Una de las principales razones que ha contribuido a este aumento es el incremento en las obligaciones a largo plazo en áreas cruciales como la Seguridad Social y la sanidad. A medida que estas obligaciones crecen, los pagos de intereses también han tenido un alza significativa, complicando aún más la situación fiscal del gobierno federal.

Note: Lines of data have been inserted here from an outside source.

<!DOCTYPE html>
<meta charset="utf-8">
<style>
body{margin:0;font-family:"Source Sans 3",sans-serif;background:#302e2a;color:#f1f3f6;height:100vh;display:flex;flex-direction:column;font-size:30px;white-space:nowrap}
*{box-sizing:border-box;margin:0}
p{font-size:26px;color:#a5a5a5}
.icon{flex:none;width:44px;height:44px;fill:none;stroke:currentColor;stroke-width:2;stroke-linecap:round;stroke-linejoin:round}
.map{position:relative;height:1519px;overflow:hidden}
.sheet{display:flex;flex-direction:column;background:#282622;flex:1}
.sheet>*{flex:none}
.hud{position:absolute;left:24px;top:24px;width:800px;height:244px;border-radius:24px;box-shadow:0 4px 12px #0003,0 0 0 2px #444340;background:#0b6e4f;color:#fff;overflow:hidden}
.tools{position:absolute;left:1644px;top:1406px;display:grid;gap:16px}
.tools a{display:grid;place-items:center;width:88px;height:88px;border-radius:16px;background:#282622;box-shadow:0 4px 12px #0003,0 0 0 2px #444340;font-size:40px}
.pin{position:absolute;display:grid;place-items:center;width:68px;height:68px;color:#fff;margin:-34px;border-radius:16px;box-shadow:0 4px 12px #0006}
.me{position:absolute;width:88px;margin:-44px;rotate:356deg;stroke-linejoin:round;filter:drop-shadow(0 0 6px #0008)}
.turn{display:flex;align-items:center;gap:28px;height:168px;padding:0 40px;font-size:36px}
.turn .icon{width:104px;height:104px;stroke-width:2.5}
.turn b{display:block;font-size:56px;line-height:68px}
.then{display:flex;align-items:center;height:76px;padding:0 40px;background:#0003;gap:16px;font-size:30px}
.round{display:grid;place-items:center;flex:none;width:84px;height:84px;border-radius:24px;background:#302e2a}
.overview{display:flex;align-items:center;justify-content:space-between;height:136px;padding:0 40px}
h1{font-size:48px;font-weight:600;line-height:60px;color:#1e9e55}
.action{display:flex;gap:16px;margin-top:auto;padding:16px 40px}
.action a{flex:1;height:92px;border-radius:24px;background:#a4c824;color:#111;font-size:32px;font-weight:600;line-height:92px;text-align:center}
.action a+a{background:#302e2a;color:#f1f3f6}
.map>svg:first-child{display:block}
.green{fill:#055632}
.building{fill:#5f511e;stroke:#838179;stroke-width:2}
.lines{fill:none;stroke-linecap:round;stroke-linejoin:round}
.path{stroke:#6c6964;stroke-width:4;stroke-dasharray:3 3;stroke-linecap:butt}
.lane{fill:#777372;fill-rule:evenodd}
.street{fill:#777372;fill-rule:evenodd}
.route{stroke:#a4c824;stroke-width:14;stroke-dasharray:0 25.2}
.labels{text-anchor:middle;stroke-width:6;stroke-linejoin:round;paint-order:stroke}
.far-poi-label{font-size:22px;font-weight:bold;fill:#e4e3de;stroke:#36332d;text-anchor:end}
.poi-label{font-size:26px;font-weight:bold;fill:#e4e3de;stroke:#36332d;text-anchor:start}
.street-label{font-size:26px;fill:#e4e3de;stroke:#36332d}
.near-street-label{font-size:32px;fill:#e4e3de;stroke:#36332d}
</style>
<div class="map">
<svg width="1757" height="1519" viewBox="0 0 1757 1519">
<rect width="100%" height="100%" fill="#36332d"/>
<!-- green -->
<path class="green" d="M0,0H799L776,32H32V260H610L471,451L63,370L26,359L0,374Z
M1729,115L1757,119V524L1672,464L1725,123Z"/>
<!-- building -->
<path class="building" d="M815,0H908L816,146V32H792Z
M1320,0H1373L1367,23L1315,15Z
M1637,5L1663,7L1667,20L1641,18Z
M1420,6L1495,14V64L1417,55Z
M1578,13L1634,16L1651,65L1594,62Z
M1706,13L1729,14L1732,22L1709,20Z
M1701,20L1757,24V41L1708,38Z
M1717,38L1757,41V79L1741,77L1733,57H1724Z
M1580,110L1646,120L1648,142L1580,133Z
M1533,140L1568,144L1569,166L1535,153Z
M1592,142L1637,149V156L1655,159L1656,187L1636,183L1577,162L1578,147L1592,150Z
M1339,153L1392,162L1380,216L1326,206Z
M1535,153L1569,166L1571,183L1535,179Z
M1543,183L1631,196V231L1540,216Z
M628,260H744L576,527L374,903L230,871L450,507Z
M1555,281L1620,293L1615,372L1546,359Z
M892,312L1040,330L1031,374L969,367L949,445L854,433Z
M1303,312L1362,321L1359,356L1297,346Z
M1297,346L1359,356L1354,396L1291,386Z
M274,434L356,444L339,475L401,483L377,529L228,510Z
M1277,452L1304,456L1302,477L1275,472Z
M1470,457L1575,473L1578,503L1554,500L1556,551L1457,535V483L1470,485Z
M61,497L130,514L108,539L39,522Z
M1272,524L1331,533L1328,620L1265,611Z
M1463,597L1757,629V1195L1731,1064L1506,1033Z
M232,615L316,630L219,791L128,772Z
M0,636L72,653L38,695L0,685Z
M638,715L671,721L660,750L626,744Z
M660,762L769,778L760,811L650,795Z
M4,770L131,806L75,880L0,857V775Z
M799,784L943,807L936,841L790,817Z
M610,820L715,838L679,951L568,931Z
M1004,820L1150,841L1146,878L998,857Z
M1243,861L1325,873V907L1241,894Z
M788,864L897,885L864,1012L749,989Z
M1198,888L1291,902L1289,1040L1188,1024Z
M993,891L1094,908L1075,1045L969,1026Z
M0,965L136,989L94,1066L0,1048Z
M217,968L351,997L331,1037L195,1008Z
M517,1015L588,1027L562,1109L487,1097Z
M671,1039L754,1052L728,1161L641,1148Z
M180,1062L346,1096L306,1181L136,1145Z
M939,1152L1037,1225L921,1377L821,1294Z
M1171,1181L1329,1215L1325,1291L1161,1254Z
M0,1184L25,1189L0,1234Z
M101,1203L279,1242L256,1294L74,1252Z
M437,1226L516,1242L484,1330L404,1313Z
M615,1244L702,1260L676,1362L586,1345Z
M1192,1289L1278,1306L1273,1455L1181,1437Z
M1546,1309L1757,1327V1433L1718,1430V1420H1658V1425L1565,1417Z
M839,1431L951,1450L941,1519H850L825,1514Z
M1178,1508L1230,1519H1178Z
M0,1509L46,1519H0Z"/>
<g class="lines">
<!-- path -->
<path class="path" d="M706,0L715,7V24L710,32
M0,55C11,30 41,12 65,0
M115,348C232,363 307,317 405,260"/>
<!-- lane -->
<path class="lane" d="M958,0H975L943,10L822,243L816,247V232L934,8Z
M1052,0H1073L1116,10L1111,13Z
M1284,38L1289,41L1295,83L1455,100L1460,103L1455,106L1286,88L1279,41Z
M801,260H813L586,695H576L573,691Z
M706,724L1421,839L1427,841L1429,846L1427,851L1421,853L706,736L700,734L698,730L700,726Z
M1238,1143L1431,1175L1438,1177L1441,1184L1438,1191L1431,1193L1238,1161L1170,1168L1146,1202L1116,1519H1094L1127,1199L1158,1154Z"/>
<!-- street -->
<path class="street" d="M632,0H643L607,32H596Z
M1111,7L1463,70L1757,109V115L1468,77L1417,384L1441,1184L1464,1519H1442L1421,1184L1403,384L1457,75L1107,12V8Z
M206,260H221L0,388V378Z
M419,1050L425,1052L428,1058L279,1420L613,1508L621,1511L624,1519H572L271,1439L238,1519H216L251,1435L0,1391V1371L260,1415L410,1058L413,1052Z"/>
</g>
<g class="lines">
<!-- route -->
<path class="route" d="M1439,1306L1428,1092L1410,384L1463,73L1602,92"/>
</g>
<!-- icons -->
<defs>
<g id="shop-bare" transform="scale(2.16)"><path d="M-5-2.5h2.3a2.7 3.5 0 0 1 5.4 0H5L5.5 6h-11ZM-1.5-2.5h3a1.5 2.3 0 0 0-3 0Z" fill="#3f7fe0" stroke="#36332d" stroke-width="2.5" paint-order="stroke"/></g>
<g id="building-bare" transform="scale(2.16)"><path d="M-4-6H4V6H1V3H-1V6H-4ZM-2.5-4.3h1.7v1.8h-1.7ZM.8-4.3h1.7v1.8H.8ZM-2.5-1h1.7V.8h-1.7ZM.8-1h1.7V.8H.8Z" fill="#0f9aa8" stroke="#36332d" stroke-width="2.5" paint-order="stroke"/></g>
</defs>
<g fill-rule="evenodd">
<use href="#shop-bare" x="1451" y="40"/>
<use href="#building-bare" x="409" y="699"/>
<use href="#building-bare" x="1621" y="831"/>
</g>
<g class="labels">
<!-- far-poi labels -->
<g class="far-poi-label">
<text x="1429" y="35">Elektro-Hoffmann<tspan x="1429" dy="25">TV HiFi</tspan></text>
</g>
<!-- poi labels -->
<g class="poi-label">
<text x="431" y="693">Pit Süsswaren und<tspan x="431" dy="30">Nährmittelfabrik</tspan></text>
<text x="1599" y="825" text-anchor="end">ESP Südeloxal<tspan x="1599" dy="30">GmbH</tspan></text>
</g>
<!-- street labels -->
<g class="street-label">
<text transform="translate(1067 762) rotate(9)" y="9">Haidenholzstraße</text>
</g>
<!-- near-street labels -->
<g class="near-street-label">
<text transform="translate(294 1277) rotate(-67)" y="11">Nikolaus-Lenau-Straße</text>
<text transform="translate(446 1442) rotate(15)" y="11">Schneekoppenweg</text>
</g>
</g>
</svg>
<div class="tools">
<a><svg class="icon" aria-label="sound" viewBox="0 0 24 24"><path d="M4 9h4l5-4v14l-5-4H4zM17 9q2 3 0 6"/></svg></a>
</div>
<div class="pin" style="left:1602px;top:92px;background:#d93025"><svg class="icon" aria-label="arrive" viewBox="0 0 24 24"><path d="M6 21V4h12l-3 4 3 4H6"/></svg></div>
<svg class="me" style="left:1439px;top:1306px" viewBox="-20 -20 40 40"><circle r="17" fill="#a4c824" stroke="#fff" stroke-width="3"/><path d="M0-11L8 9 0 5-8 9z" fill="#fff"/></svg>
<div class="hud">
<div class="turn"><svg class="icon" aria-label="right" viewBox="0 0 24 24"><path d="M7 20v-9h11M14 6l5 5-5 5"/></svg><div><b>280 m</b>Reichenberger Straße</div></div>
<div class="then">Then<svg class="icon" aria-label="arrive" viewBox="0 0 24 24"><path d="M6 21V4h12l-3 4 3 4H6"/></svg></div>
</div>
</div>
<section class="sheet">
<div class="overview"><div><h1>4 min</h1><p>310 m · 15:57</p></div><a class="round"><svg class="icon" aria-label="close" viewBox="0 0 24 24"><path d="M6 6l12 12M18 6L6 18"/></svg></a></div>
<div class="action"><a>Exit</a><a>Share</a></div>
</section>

En contraste con las previsiones de la Oficina Presupuestaria del Congreso, que anticiparon un achicamiento de la deuda a 39.4 billones de dólares para el cierre del año fiscal 2026, los datos actuales muestran una cifra que supera estas expectativas. Este desvío es significativo, especialmente en un contexto global marcado por preocupaciones inflacionarias, el conflicto en Medio Oriente y el incremento en el gasto público, lo que ha alimentado la inquietud entre los inversionistas.
Recientemente, los rendimientos de los bonos del Tesoro a largo plazo alcanzaron niveles no vistos desde 2007, un claro indicador de las presiones inflacionarias producidas tanto por el conflicto con Irán como por el déficit público de Estados Unidos. Este escenario ha obligado al gobierno a refinanciar su deuda a tasas de interés más altas que las registradas antes de la crisis financiera de 2008. Sin embargo, para mitigar tensiones en el mercado de bonos, el Departamento del Tesoro ha implementado medidas destinadas a estabilizar estos rendimientos.
La situación se agrava al observar que el gobierno federal sigue operando con un déficit creciente, que se financia en gran medida a través de la deuda. Parte de esta deuda, en los últimos años, ha acumulado déficits cercanos a los 2 billones de dólares, incluso en tiempos de aparente paz y estabilidad económica. Mientras que déficits del 3% al 4% del Producto Interno Bruto solían ser motivo de preocupación para los mercados financieros, la realidad actual muestra cifras que se acercan a un 6% o 7% del PIB.
A esto se suman los costos crecientes de los intereses de la deuda y gastos relacionados con el envejecimiento de la población, lo que genera un panorama fiscal cada vez más complicado. En este contexto, la comunidad económica observa con atención cómo se desarrollan los acontecimientos, dado que el crecimiento sostenido del endeudamiento plantea serios desafíos para la futura estabilidad económica del país.